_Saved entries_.
╭──

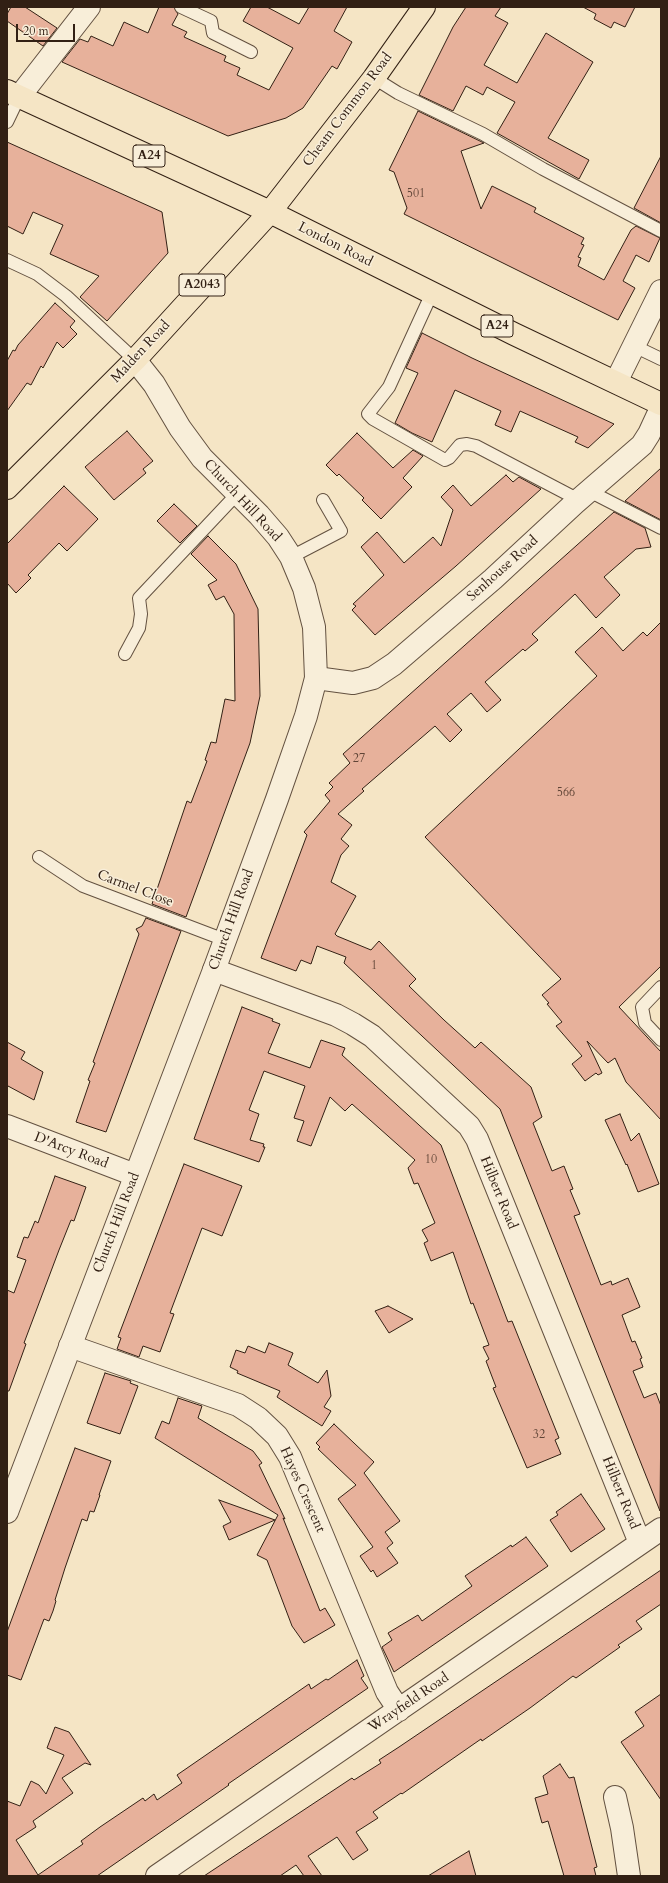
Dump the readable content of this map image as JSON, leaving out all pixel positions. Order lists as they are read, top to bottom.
{
  "streets": {
    "main road": [
      "Cheam Common Road",
      "A24",
      "London Road",
      "A2043",
      "Malden Road"
    ],
    "street": [
      "Church Hill Road",
      "Senhouse Road",
      "D'Arcy Road",
      "Hilbert Road",
      "Hayes Crescent",
      "Wrayfield Road"
    ],
    "lane": ["Carmel Close"]
  },
  "crossings": [
    ["Cheam Common Road", "London Road"],
    ["Cheam Common Road", "Malden Road"],
    ["London Road", "Malden Road"],
    ["Malden Road", "Church Hill Road"],
    ["Church Hill Road", "Senhouse Road"],
    ["Church Hill Road", "Carmel Close"],
    ["Church Hill Road", "D'Arcy Road"],
    ["Church Hill Road", "Hilbert Road"],
    ["Church Hill Road", "Hayes Crescent"],
    ["Hilbert Road", "Wrayfield Road"],
    ["Hayes Crescent", "Wrayfield Road"]
  ],
  "house_numbers": [
    "501",
    "27",
    "566",
    "1",
    "10",
    "32"
  ],
  "scale_bar": "20 m"
}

╰──

Please print the data above once more, exactly as it appears, with no pictures.

Dump the readable content of this map image as JSON, leaving out all pixel positions. Order lists as they are read, top to bottom.
{
  "streets": {
    "main road": [
      "Cheam Common Road",
      "A24",
      "London Road",
      "A2043",
      "Malden Road"
    ],
    "street": [
      "Church Hill Road",
      "Senhouse Road",
      "D'Arcy Road",
      "Hilbert Road",
      "Hayes Crescent",
      "Wrayfield Road"
    ],
    "lane": ["Carmel Close"]
  },
  "crossings": [
    ["Cheam Common Road", "London Road"],
    ["Cheam Common Road", "Malden Road"],
    ["London Road", "Malden Road"],
    ["Malden Road", "Church Hill Road"],
    ["Church Hill Road", "Senhouse Road"],
    ["Church Hill Road", "Carmel Close"],
    ["Church Hill Road", "D'Arcy Road"],
    ["Church Hill Road", "Hilbert Road"],
    ["Church Hill Road", "Hayes Crescent"],
    ["Hilbert Road", "Wrayfield Road"],
    ["Hayes Crescent", "Wrayfield Road"]
  ],
  "house_numbers": [
    "501",
    "27",
    "566",
    "1",
    "10",
    "32"
  ],
  "scale_bar": "20 m"
}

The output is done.